An implementation is of course free to recompute the array if it needs to. However, if the array “leaks” outside constant-evaluation, it is likely to be made persistent, but doesn’t leak.
I don’t expect span<info> objects to typically “leak”, but the “string_view” objects yes.
Thanks for the response!
I agree that `string_view` could easily "leak", a function `std::string_view to_string(Enum auto e);` is one of such examples,
Exactly.
but I don't see how to use `span<info>` outside of constant-evaluation, because `meta::info` couldn't be used in runtime and `span<info>` is not a structural type and so couldn't be used as NTTP.
Someone might be tempted to write:
constexpr auto mems = members_of(^S);
and then later feed that to some other reflection algorithm, I suppose.

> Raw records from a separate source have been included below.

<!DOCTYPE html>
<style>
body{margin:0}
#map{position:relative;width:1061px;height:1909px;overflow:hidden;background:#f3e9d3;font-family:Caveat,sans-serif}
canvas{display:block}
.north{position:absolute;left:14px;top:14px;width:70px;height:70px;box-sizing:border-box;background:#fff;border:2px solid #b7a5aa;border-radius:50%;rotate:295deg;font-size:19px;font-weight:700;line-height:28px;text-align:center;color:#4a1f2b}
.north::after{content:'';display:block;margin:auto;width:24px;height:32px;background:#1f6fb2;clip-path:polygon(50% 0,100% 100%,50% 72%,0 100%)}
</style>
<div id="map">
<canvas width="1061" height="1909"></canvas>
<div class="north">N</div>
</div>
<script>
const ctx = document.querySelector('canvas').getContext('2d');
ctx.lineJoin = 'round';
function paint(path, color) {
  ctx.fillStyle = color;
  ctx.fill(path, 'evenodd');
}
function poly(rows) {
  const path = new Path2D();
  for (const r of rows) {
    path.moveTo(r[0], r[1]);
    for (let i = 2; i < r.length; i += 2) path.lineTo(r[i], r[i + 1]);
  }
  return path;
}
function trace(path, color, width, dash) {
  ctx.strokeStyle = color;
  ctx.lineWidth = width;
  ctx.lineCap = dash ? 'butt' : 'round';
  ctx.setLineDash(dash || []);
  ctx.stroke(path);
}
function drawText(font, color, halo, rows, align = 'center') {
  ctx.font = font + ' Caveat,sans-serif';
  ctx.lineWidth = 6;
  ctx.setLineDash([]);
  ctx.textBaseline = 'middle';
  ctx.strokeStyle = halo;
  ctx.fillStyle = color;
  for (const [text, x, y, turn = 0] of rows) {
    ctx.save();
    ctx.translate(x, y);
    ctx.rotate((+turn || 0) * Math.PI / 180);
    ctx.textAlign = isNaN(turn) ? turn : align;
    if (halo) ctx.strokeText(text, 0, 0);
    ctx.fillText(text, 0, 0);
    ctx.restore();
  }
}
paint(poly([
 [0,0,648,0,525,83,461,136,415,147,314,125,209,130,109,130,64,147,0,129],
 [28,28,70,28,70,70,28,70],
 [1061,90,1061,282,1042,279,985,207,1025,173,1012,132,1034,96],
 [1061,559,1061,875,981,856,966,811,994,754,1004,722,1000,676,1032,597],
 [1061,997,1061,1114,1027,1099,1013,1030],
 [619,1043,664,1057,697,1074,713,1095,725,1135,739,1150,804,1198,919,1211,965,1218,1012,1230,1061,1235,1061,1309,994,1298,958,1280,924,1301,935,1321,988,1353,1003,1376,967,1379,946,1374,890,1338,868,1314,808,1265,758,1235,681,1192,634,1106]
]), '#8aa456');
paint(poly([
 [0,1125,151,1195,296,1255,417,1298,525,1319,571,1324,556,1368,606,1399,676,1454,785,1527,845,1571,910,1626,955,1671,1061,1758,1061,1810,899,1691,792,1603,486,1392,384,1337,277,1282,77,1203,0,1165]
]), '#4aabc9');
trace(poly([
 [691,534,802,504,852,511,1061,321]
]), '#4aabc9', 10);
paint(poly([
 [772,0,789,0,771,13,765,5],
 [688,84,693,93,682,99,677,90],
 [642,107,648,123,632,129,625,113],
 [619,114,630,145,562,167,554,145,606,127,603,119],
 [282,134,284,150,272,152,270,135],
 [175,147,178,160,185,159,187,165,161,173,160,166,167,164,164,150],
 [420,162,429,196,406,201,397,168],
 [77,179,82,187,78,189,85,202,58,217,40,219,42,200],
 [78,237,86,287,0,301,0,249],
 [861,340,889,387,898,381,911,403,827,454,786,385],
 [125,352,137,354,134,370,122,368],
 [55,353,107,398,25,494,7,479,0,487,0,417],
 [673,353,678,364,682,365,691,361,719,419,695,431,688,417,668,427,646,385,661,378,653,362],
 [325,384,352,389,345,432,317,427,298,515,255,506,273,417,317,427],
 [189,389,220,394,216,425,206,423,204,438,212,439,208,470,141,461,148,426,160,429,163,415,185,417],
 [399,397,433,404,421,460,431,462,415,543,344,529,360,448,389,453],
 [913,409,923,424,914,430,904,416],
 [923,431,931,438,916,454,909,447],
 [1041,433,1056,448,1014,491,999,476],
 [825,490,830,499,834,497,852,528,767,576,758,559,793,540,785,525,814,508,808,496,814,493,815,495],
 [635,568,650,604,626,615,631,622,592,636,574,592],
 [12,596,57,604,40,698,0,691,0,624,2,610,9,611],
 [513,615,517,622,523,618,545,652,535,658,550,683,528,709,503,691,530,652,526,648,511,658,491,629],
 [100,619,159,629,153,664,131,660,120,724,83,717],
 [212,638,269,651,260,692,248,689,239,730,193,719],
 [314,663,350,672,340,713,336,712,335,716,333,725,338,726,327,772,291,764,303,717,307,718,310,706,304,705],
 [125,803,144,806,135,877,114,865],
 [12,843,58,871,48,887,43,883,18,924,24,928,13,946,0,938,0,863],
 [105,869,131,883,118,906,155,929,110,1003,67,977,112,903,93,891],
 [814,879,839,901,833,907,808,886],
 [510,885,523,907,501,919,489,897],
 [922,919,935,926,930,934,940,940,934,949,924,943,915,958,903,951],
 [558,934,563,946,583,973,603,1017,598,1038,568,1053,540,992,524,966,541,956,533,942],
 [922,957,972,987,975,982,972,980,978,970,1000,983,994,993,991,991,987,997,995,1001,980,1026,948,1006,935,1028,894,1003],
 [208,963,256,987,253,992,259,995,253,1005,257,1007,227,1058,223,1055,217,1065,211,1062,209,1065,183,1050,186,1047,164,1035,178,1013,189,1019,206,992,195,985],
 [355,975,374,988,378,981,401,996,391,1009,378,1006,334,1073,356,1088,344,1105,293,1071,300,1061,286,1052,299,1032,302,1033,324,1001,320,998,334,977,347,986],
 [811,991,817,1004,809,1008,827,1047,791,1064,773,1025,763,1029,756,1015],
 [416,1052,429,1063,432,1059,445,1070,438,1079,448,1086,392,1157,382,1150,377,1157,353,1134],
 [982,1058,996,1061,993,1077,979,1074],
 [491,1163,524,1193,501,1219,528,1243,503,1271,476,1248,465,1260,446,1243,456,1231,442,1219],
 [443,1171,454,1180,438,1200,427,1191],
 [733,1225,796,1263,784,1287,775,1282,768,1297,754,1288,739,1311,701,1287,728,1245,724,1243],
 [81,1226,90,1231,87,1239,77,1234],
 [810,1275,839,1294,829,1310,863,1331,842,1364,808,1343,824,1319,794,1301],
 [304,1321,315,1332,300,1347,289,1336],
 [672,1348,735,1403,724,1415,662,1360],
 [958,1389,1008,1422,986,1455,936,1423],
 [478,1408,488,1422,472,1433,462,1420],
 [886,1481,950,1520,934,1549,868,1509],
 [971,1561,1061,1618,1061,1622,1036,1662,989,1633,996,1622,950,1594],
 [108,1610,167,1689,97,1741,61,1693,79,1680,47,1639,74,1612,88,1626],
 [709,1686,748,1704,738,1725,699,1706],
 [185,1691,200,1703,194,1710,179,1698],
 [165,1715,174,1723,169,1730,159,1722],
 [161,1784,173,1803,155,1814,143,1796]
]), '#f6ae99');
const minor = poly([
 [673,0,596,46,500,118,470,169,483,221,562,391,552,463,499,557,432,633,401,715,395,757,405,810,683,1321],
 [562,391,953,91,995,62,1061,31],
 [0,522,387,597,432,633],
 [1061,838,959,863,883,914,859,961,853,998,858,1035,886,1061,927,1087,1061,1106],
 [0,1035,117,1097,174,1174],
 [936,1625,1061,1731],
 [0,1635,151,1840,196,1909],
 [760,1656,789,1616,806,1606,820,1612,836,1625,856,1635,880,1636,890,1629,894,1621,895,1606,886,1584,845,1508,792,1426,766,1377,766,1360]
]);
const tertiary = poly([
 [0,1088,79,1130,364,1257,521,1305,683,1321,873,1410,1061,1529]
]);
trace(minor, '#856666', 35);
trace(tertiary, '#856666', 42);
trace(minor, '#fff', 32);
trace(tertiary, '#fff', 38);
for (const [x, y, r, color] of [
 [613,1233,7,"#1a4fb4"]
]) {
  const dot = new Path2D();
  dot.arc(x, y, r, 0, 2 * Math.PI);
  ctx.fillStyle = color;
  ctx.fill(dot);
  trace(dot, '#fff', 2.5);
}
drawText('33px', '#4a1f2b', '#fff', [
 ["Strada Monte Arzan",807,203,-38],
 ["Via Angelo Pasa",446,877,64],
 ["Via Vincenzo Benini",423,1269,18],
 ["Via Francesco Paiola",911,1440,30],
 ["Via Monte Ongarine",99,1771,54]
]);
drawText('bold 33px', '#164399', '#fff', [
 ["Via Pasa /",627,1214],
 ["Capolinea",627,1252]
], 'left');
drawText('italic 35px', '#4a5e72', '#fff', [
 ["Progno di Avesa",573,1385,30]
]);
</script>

Our implementation will then make the underlying array persistent for the compilation.
Also, I’m still hoping that we will have more facilities to have “compile-time variables” as proposed in P0596R1 some day.
Moreover, if the lifetime of underlying storage returned by meta::members_of is underspecified then implementation of `get_base_types` in the example on page 46 looks quite suspicious. It's not obvious why it's valid to modify span elements inplace:
auto result = bases_of(...);
for (auto &info : result) {
info = type_of(info);
}
return result;
Good catch. That code was added before the transition and I forgot to update it. Thanks again!
Daveed
IMO it would be more correct to return `vector<info>` instead of `span<info>` until there is no concrete motivation to do the latter.